By John H. Fisher II
March 22, 2017
I recently posted a blog article about a document released by the Department of Justice entitled “Evaluation of Compliance Programs.” As the title of the document might suggest, the DOJ release covers a variety of issues it looks at when evaluating the effectiveness of compliance programs. The document includes some guidance on how a corporate board should view its responsibilities for corporate compliance. The direction applies to health care boards, but extends to boards that oversee other types of businesses as well.
A few practical points can be gleaned from the DOJ guidance regarding the practical application of board responsibilities over compliance.
- Direct reporting from the compliance officer to the board of directors is an essential element of an effective compliance program. The direct reporting relationship should be set forth in policy, but the board should assure that reporting is actually occurring on an ongoing basis. Regular means more than just once or twice per year. Compliance should appear as a regular board agenda item. Even if there are no compliance events to report, the compliance officer should be available to answer questions and/or make presentations to further the board’s awareness of the compliance function.
- The direct reporting relationship should not be contaminated by intervention of management, general counsel, or any other party. The direct reporting relationship must be directly to the board and the compliance officer should not feel impeded in any way from exercising the direct reporting relationship.
- Be careful not to leave loose ends. If a compliance issue is present, the board should assure the compliance process is followed through resolution. Just learning about an issue is not enough. The compliance function should be accountable to the board for follow-through on all significant compliance issues.
- Compliance environment is critical and the board should insist on measurement or other methods to ensure an open compliance environment exists throughout the organization.
- Availability of compliance expertise or support for the board enhances effectiveness. Corporate boards might consider placing a compliance professional on their board of directors. At a minimum, the board should be supported in the exercise of its compliance oversight functions. Expertise independent of the compliance officer should be available to guide the board.
- A vital element of a compliance program involves training. The Board should not be immune from the need to obtain compliance training. The type of training that a board member receives should support the oversight function of the board.
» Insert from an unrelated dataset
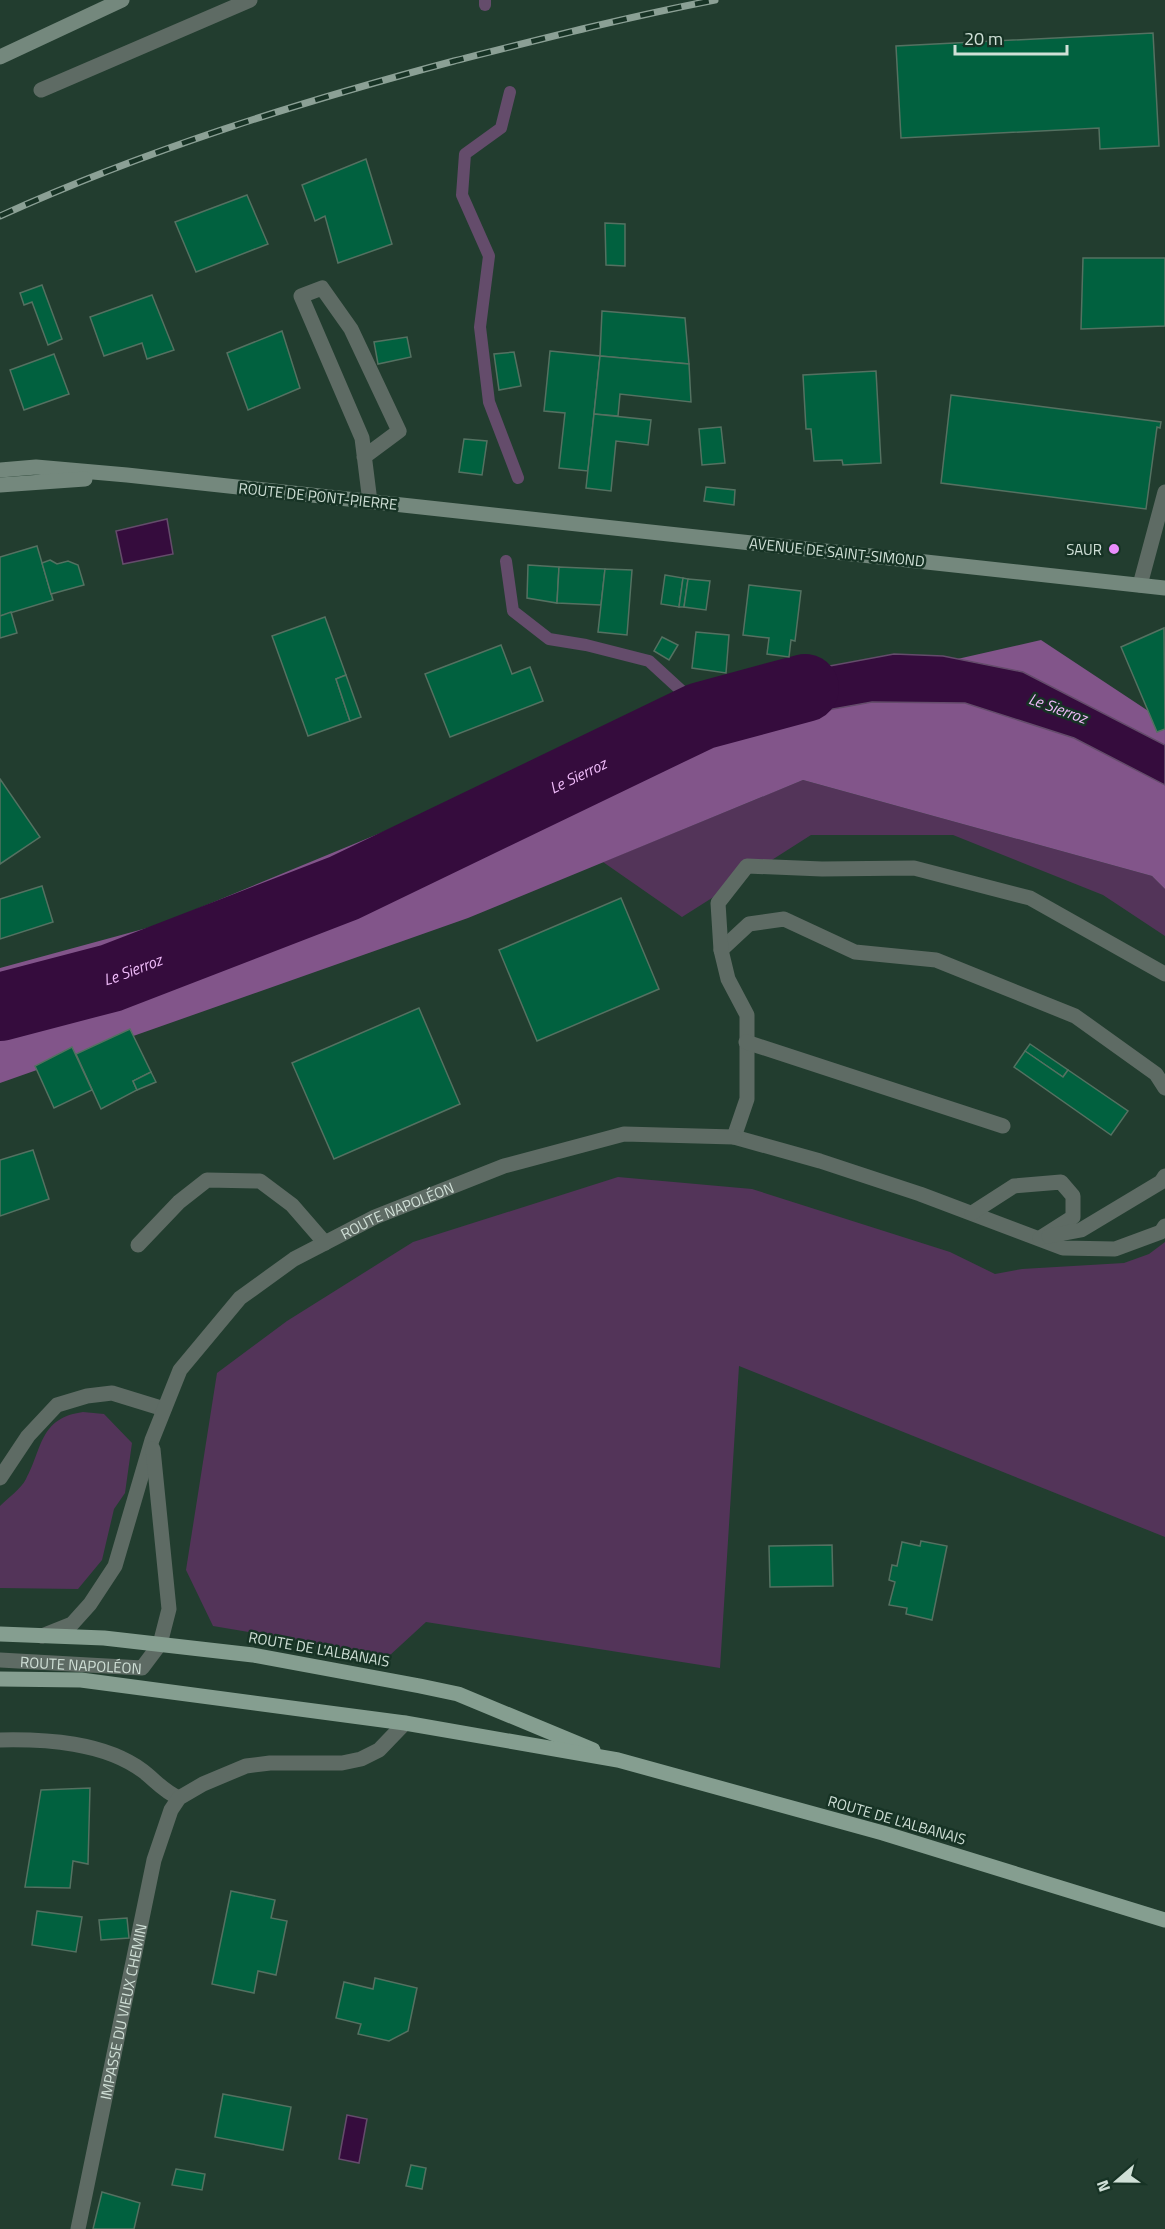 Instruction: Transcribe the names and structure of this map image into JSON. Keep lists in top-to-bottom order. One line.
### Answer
{"streets":{"main road":["ROUTE DE PONT-PIERRE","AVENUE DE SAINT-SIMOND","ROUTE DE L'ALBANAIS"],"street":["ROUTE NAPOLÉON","IMPASSE DU VIEUX CHEMIN"]},"crossings":[["ROUTE DE PONT-PIERRE","AVENUE DE SAINT-SIMOND"],["ROUTE NAPOLÉON","ROUTE DE L'ALBANAIS"]],"water":["Le Sierroz"],"places":["SAUR"],"scale_bar":"20 m","north":"left"}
This might be different than training received by a member of management or staff that focuses in a specific division.
- Compliance function independence is critical, particularly in cases where management might be involved in an issue or if the issue occurs in an area of operational oversight. Board members should assure that compliance independence is present.
- Compliance should be active and ongoing. If a board is not regularly hearing about compliance program operations or developments, it should be concerned. If reports are not coming, ask for them.
Board members should be provided with the DOJ document and should review it as part of the education needed to define their responsibilities and enable effective oversight. The above only contains a few points included in the DOJ guidance.